Daily Question – 105

Details of tomorrow’s QFI meeting:

Quizmasters – TK “the Baron” Balaji (aka TKB) & Raghuvansh

Date – 28th September, 2008

Venue – PS Senior Secondary School, # 33, Alarmelmangapuram,
Mylapore, Chennai 600004

Time – 10 AM

The question today is from Meera. Connect.

Answer: Visuals are Hamlet and Horatio in the Graveyard, Eugène Delacroix and a Sierpinski gasket.

The novel infinite jest by David Foster Wallace derives its name from a line in Hamlet, in which Hamlet refers to the skull of Yorick, the court jester: “Alas, poor Yorick! I knew him, Horatio: a fellow of infinite jest, of most excellent fancy: he hath borne me on his back a thousand times; and now, how abhorred in my imagination it is!”

The narrative of Infinite Jest is structured along the lines of a Sierpinski Gasket, a primitive kind of pyramidical fractal.  It is constructed by taking a triangle, removing a triangle-shaped piece out of the middle, then doing the same for the remaining pieces, and so on. The result is an object of infinite boundary and zero area. A Sierpinski Gasket is self-similar; any smaller triangular portion is an exact replica of the whole gasket.

Cracked by Sankhya, Raghuvansh, Udupa and Zizzyphus.

5 thoughts on “Daily Question – 105

  1. Ok…I’m guessing that the connect is the recently deceased David Foster Wallace’s novel Infinite Jest. The title of the novel is taken from a description of Yorick in the gravedigger scene of Hamlet portrayed by Delacroix. And the novel is apparently structured like a Sierpinski Gasket that you see in the second visual which is a kind of fractal in which you start with a triangle, shrink it to half its height and width, add two copies to the original so that each triangle touches the other two at a corner, and repeat this for each of the smaller triangles ad infinitum. In DFW’s words, it looks like a ‘pyramid on acid’.

  2. Dear Annachi,

    It has been so so long since I answered! But then, it does appear pretty long since ANYONE has answered. Except super-moolai Thejaswi annachi and this zizzyphus, whoever he is.

    The connect is recently-deceased David Foster Wallace’s “Infinite Jest”. The novel is named after the holding-up-a-skull routine in Shakespeare’s “Hamlet”, where Hamlet makes a reference to his jester Yorick’s “infinite jest”. The Delacroix painting is a depiction of a scene in the same play showing exhumation of said skull.

    The Sierpinski Triangle is a type of fractal, DFW supposedly claimed that his book’s infinite recursions and loops and deviations and whatnot were inspired by the Sierpinski Triangle.

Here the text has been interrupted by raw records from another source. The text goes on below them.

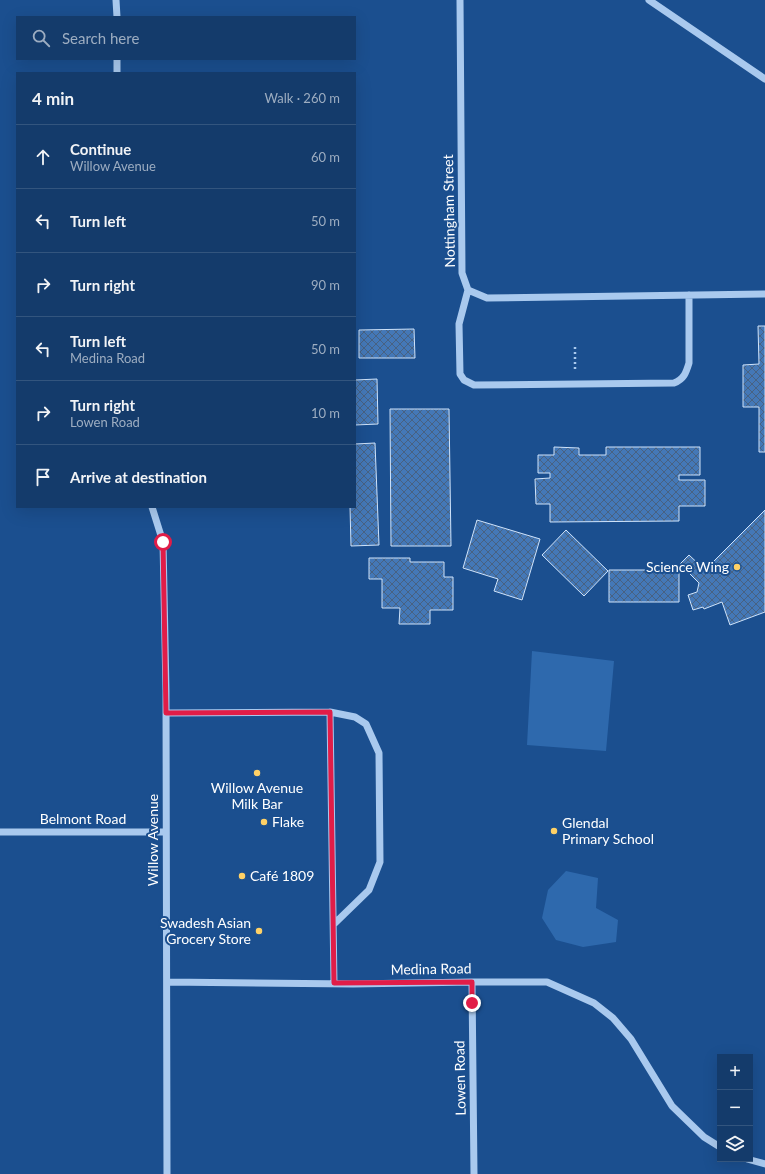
<!DOCTYPE html>
<meta charset="utf-8">
<style>
:root{--surface:#143b6b;--page:#1d4271;--text:#f1f3f6;--muted:#9dadc1;--line:#33557e}
body{margin:0;font-family:Lato,sans-serif;background:var(--page);color:var(--text)}
.controls{position:absolute;right:12px;bottom:12px;display:grid;overflow:hidden;border-radius:0px;box-shadow:0 4px 16px #0002}
.controls button{width:36px;height:36px;display:grid;place-items:center;padding:0;border:0;border-bottom:1px solid var(--line);background:var(--surface);color:var(--text);font:20px sans-serif}
.stop{position:absolute;width:12px;height:12px;margin:-9px;border:3px solid #e11d48;border-radius:50%;background:#fff}
.stop.end{background:#e11d48;border-color:#fff;box-shadow:0 1px 4px #0008}
.list{margin:0;padding:0;list-style:none}
h2{display:flex;justify-content:space-between;align-items:center;height:52px;margin:0;padding:0 16px;font-size:17px}
h2 small{font-size:13px;font-weight:400;color:var(--muted)}
.list li{display:grid;grid-template-columns:26px 1fr auto;gap:12px;align-items:center;box-sizing:border-box;height:64px;padding:0 16px;border-top:1px solid var(--line)}
.list b{display:block;font-size:15px;white-space:nowrap}
.list p{margin:0;font-size:13px;white-space:nowrap;color:var(--muted)}
.list em{font-size:13px;font-style:normal;color:var(--muted)}
.icon{flex:none;width:22px;height:22px;fill:none;stroke:currentColor;stroke-width:2;stroke-linecap:round;stroke-linejoin:round}
.map{position:relative;flex:none;width:765px;height:1174px;overflow:hidden}
.search{position:absolute;background:var(--surface);box-shadow:0 4px 16px #0002;left:16px;top:16px;width:340px;height:44px;display:flex;align-items:center;gap:10px;box-sizing:border-box;padding:0 14px;border-radius:0px;color:var(--muted);font-size:15px}
.panel{position:absolute;background:var(--surface);box-shadow:0 4px 16px #0002;left:16px;top:72px;width:340px;height:436px;border-radius:0px}
.map>svg:first-child{display:block}
</style>
<div class="map">
<svg width="765" height="1174" viewBox="0 0 765 1174">
<defs>
<pattern id="building-cross-hatch" width="8" height="8" patternUnits="userSpaceOnUse"><rect width="8" height="8" fill="#4478b7"/><path d="M0 0l8 8M0 8l8-8" fill="none" stroke="#486282"/></pattern>
</defs>
<rect width="100%" height="100%" fill="#1b4f8f"/>
<path fill="#2e69ad" d="M532 651 614 661 606 751 527 745Z
M566 871 598 878 596 908 618 920 616 942 583 947 556 940 542 918 548 890Z"/>
<path fill="url(#building-cross-hatch)" stroke="#cfe3fa" d="M758 326H765V452H759V407H743V365L759 364Z
M414 329 415 358H359V330Z
M377 379 378 424 355 425V380Z
M390 409H449L451 546H391Z
M375 443 379 545 351 546 350 507H355V444Z
M554 447 579 448V455H606V447H700V475H679V480H705V506H679V521L550 522V504H536L535 479 550 478V473H538V455H554Z
M765 510V612L730 625 722 602 704 609 703 607 693 610 688 595 697 592 699 583 680 564 689 555 705 570Z
M477 520 540 539 522 600 494 591 498 579 463 568Z
M566 530 608 571 584 596 542 555Z
M369 558H410V562H444V577H453V610H430V624H399L400 608H382V579H369Z
M609 570H679V602H609Z"/>
<g fill="none" stroke-linecap="round" stroke-linejoin="round">
<path stroke="#a9c9ee" stroke-width="2.5" stroke-dasharray="2 3" stroke-linecap="butt" d="M575 347V372"/>
<path stroke="#a9c9ee" stroke-width="7" d="M116 0 117 17
M460 0 462 273 468 290 487 298 765 294
M649 0 765 79
M117 59V73
M468 290 459 324 460 374 464 380 474 385 674 383C684 379 686 373 689 363V295
M152 507 163 542 166 691 167 1174
M330 712 355 717 366 724 379 753 380 862 369 890 334 924
M166 713 330 712 334 983
M0 832H165
M167 982 353 984 472 982H547L594 1003 613 1018 631 1039 672 1106 704 1137 720 1147
M472 982 474 1174
M747 1159 765 1164"/>
</g>
<g fill="none" stroke-linecap="round" stroke-linejoin="round">
<path stroke="#e11d48" stroke-width="5" d="M163 542 166 713 330 712 334 983 472 982V1003"/>
</g>
<g fill="#ffd166" stroke="#1b4f8f" stroke-width="1.5">
<circle cx="737" cy="567" r="4"/>
<circle cx="257" cy="773" r="4"/>
<circle cx="264" cy="822" r="4"/>
<circle cx="554" cy="831" r="4"/>
<circle cx="242" cy="876" r="4"/>
<circle cx="259" cy="931" r="4"/>
</g>
<g text-anchor="middle" stroke-width="4" stroke-linejoin="round" paint-order="stroke">
<g font-size="14" fill="#fff" stroke="#1b4f8f">
<text transform="translate(449 211) rotate(-91)" y="5">Nottingham Street</text>
<text x="83" y="824">Belmont Road</text>
<text transform="translate(153 840) rotate(-90)" y="5">Willow Avenue</text>
<text transform="translate(431 969) rotate(-1)" y="5">Medina Road</text>
<text transform="translate(460 1078) rotate(-91)" y="5">Lowen Road</text>
</g>
<g font-size="14" fill="#fff" stroke="#1b4f8f" text-anchor="start">
<text x="729" y="572" text-anchor="end">Science Wing</text>
<text x="257" y="793" text-anchor="middle">Willow Avenue<tspan x="257" dy="16">Milk Bar</tspan></text>
<text x="272" y="827">Flake</text>
<text x="562" y="828">Glendal<tspan x="562" dy="16">Primary School</tspan></text>
<text x="250" y="881">Café 1809</text>
<text x="251" y="928" text-anchor="end">Swadesh Asian<tspan x="251" dy="16">Grocery Store</tspan></text>
</g>
</g>
</svg>
<div class="controls">
<button>+</button>
<button>−</button>
<button><svg class="icon" aria-label="layers" viewBox="0 0 24 24"><path d="M12 4l9 5-9 5-9-5zM3 14l9 5 9-5"/></svg></button>
</div>
<div class="stop" style="left:163px;top:542px"></div>
<div class="stop end" style="left:472px;top:1003px"></div>
<div class="search"><svg class="icon" aria-label="search" viewBox="0 0 24 24"><circle cx="10" cy="10" r="6"/><path d="M15 15l6 6"/></svg>Search here</div>
<section class="panel">
<h2>4 min<small>Walk · 260 m</small></h2>
<ul class="list">
<li><svg class="icon" aria-label="ahead" viewBox="0 0 24 24"><path d="M12 20V5M6 11l6-6 6 6"/></svg><div><b>Continue</b><p>Willow Avenue</p></div><em>60 m</em></li>
<li><svg class="icon" aria-label="left" viewBox="0 0 24 24"><path d="M17 20v-9H6M10 6l-5 5 5 5"/></svg><div><b>Turn left</b></div><em>50 m</em></li>
<li><svg class="icon" aria-label="right" viewBox="0 0 24 24"><path d="M7 20v-9h11M14 6l5 5-5 5"/></svg><div><b>Turn right</b></div><em>90 m</em></li>
<li><svg class="icon" aria-label="left" viewBox="0 0 24 24"><path d="M17 20v-9H6M10 6l-5 5 5 5"/></svg><div><b>Turn left</b><p>Medina Road</p></div><em>50 m</em></li>
<li><svg class="icon" aria-label="right" viewBox="0 0 24 24"><path d="M7 20v-9h11M14 6l5 5-5 5"/></svg><div><b>Turn right</b><p>Lowen Road</p></div><em>10 m</em></li>
<li><svg class="icon" aria-label="arrive" viewBox="0 0 24 24"><path d="M6 21V4h12l-3 4 3 4H6"/></svg><div><b>Arrive at destination</b></div></li>
</ul>
</section>
</div>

Many websites also claim he was inspired by the same Sierpinski’s carpet, square, curve and whatnot. The idea remains the same however.

  3. Keeping in line with the QFI tradition of asking questions about recently deceased people, the connect here would be David Foster Wallace’s famous novel – Infinite Jest.

    It takes its name from the famous Hamlet quote – “Alas, poor Yorick! I knew him, Horatio: a fellow of infinite jest, of most excellent fancy…”. The painting shown is a Delacroix painting of the exhumation of Yorick’s skull, which leads to the above quote from Hamlet.

    The novel is structured as a Sierpinski Triangle, the famous fractal. Incidentally, some Iranian jobless researcher released a paper recently ‘proving’ that Hamlet itself is structured as an approximate Sierpinski Triangle.

    Nice question, btw.

  4. Fantastic Question
    Infinite Jest is the connect,novel by David Foster Wallace.
    1.Eugene Delacroix painting shows the Yorick’s grave.
    2.Sierpinski Gasket or Triangle,one of the simplest fractals.
    The novel takes its name from the line in Hamlet,when Hamlet says,Alas, poor Yorick! I knew him, Horatio: a fellow of infinite jest.
    The widely held theory is that the Wallace’s narrative structure is like a Sierpinski Gasket.